Cientistas revelam os verdadeiros benefícios e riscos ocultos do cannabis medicinal

Cientistas revelam os verdadeiros benefícios e riscos ocultos do cannabis medicinal

O uso de cannabis medicinal é comum para problemas como dor crônica, ansiedade e insônia, no entanto, uma análise abrangente conduzida pela UCLA Health aponta que o apoio científico para essas utilizações ainda é frágil.

Um estudo publicado na JAMA avaliou mais de 2.500 artigos científicos publicados entre janeiro de 2010 e setembro de 2025, englobando ensaios clínicos randomizados, meta-análises e diretrizes clínicas. Mais de 120 desses estudos foram priorizados com base em tamanho da amostra, atualidade, relevância e a variedade de condições de saúde que abordavam. O interesse em cannabis e compostos relacionados, como o CBD, tem aumentado continuamente, e uma pesquisa de 2018 revelou que 27% dos adultos nos EUA e no Canadá já fizeram uso desses produtos para questões como dor, ansiedade e sono.
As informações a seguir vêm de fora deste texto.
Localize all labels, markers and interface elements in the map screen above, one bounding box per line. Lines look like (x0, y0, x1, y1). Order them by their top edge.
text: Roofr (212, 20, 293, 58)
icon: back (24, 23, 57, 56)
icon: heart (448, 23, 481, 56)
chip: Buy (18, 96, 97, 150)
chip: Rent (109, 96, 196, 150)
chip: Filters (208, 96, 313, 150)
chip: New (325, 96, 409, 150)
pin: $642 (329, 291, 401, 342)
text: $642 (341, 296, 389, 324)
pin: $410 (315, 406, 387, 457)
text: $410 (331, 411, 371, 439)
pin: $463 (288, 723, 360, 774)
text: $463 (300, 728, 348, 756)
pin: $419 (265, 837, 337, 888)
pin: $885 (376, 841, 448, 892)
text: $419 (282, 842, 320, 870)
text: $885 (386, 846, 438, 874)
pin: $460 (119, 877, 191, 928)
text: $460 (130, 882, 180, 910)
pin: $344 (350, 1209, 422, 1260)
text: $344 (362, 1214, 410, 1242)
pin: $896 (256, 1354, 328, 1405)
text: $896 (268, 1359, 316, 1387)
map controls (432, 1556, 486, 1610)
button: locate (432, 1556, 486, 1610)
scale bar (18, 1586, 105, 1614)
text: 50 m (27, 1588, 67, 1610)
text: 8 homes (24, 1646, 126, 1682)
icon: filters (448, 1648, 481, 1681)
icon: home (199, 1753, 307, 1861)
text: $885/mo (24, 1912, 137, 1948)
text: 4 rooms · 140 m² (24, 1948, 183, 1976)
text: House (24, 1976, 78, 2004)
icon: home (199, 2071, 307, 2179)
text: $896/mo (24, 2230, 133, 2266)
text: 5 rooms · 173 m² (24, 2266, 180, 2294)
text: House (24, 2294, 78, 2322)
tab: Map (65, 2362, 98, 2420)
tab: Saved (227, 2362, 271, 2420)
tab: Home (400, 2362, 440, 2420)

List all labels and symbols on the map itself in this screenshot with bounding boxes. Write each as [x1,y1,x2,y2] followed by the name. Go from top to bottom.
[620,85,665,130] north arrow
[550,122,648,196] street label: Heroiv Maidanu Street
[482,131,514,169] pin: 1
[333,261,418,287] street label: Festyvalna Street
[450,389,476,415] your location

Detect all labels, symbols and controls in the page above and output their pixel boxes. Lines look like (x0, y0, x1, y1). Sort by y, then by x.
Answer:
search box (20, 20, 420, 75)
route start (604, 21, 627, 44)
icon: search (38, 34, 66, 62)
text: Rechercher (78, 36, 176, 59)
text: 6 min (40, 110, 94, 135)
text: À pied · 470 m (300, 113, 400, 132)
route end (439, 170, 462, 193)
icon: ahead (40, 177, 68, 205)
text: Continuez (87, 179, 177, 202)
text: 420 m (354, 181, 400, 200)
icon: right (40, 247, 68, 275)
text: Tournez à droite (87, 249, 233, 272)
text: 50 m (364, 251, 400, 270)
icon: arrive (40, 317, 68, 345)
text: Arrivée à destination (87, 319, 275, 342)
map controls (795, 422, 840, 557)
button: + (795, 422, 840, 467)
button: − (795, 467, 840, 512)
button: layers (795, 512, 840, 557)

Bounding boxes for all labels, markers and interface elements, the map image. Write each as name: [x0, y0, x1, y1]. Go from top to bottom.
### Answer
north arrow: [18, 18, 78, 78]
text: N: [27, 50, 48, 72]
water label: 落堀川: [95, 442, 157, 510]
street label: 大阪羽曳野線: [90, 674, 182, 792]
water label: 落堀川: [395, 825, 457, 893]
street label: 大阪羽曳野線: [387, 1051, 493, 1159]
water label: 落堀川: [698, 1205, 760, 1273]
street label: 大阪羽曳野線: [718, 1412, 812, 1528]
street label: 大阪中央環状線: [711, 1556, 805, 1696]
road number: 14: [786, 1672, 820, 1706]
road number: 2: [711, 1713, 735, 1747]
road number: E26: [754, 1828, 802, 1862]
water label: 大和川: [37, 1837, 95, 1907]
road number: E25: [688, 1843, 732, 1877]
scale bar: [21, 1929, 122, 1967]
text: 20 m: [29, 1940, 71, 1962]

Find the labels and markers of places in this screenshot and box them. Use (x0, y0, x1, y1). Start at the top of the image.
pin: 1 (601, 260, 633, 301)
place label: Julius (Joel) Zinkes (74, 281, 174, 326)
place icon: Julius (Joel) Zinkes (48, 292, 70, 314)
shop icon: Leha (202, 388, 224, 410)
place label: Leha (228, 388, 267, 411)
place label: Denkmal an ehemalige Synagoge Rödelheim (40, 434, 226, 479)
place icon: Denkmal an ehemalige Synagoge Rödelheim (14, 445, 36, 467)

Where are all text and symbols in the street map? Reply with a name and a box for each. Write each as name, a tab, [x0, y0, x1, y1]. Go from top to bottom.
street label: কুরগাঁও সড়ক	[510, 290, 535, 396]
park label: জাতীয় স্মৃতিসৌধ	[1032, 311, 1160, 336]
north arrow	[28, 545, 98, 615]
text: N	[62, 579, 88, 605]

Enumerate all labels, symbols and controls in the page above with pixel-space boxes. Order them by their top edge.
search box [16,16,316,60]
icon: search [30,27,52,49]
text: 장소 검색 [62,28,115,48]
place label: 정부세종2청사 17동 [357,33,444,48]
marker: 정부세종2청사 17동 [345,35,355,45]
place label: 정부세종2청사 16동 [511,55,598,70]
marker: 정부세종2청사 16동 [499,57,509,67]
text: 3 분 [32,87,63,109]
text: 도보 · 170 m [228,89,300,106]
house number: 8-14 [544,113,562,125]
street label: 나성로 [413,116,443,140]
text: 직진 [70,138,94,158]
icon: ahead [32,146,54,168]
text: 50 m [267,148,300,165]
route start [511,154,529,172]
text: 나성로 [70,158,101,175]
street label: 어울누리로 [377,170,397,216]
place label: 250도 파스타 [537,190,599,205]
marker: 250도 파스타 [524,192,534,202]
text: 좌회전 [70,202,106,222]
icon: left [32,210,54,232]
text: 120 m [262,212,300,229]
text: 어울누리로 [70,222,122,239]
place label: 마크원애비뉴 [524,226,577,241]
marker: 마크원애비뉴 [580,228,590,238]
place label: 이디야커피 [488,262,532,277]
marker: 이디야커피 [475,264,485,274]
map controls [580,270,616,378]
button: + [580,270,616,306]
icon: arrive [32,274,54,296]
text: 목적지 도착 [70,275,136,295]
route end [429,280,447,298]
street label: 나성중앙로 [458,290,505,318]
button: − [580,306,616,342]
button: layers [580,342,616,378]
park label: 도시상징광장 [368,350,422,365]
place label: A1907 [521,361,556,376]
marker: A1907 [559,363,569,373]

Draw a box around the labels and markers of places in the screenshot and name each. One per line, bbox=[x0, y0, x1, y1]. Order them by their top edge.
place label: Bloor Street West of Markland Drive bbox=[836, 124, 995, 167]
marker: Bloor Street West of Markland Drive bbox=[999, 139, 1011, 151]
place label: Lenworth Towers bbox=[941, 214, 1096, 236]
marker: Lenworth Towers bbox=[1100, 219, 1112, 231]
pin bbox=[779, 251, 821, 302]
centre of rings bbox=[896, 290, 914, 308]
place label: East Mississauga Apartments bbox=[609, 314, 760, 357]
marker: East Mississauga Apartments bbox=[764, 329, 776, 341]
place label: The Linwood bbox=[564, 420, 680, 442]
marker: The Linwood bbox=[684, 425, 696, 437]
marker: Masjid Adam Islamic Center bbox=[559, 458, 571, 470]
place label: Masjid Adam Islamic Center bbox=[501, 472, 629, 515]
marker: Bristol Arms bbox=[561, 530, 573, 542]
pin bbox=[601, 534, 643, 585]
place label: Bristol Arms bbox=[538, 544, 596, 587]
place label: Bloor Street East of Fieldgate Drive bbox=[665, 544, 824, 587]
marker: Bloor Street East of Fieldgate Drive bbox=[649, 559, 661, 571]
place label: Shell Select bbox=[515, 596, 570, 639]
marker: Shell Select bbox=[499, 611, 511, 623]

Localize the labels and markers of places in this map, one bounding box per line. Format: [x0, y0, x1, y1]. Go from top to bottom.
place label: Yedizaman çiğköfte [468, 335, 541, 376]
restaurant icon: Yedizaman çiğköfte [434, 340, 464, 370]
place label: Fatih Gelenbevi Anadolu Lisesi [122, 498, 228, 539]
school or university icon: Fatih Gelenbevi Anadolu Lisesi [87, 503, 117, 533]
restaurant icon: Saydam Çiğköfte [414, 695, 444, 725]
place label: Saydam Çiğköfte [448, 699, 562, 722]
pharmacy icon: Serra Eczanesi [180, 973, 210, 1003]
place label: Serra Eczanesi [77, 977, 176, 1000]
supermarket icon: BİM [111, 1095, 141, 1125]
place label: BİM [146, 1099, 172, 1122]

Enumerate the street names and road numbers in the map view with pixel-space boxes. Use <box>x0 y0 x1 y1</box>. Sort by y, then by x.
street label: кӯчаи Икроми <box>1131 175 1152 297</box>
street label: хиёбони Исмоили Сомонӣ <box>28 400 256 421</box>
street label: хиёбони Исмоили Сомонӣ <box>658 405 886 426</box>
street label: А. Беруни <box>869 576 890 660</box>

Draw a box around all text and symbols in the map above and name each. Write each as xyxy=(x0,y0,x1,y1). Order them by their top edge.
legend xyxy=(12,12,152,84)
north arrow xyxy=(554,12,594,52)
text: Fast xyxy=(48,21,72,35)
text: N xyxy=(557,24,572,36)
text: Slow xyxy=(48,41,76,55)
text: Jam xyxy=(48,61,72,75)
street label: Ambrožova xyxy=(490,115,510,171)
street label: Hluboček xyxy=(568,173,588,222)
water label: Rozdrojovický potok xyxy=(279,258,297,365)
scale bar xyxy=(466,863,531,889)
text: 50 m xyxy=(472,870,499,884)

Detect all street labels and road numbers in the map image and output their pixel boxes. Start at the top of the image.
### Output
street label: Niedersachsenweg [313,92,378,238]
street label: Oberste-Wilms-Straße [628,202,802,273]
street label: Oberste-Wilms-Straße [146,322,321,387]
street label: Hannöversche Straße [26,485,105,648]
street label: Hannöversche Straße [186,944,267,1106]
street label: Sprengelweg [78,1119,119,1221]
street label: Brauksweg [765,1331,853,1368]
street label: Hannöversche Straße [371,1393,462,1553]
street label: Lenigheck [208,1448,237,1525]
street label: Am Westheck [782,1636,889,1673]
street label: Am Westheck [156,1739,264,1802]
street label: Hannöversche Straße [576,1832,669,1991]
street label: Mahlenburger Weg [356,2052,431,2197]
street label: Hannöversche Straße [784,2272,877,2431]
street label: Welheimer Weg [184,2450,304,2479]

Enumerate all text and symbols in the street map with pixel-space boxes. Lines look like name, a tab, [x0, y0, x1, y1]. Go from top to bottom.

Percepção Pública Supera a Evidência Científica Atual

Segundo o autor principal Dr. Michael Hsu, da UCLA Health, muitas pessoas acreditam que a cannabis oferece benefícios médicos confiáveis, embora pesquisas recentes não sustentem totalmente essas suposições.

“Embora muitas pessoas procurem a cannabis em busca de alívio, nossa revisão destaca lacunas significativas entre a percepção pública e as evidências científicas em relação à sua eficácia para a maioria das condições médicas,” afirmou Hsu, professor assistente de ciências da saúde no Departamento de Psiquiatria e Ciências Biobehaviorais da UCLA Health. “Orientação clara dos clínicos é fundamental para apoiar decisões seguras e baseadas em evidências ao discutir a cannabis medicinal com seus pacientes.”

Benefícios Comprovados Ainda São Limitados

A revisão constatou que apenas certos produtos de canabinoides farmacêuticos aprovados pela Administração de Alimentos e Medicamentos dos EUA (FDA) demonstraram benefícios clínicos claros. Esses medicamentos são restritos a determinadas condições, como perda de apetite relacionada ao HIV/AIDS, náuseas e vômitos induzidos por quimioterapia e distúrbios convulsivos severos em crianças, como síndrome de Dravet e síndrome de Lennox-Gastaut.

Para muitos outros problemas de saúde, as evidências disponíveis continuam incertas ou insuficientes. Embora mais da metade dos usuários de cannabis medicinal a experimentem para dor crônica, as diretrizes clínicas atuais não recomendam tratamentos baseados em cannabis como a primeira opção para manejo da dor.

Riscos Potenciais à Saúde Identificados

A análise também abordou preocupações quanto à segurança. Estudos de longo prazo em adolescentes mostraram que a cannabis de alta potência pode estar associada a taxas mais elevadas de sintomas psicóticos (12,4% contra 7,1% para cannabis de baixa potência) e transtorno de ansiedade generalizada (19,1% contra 11,6%).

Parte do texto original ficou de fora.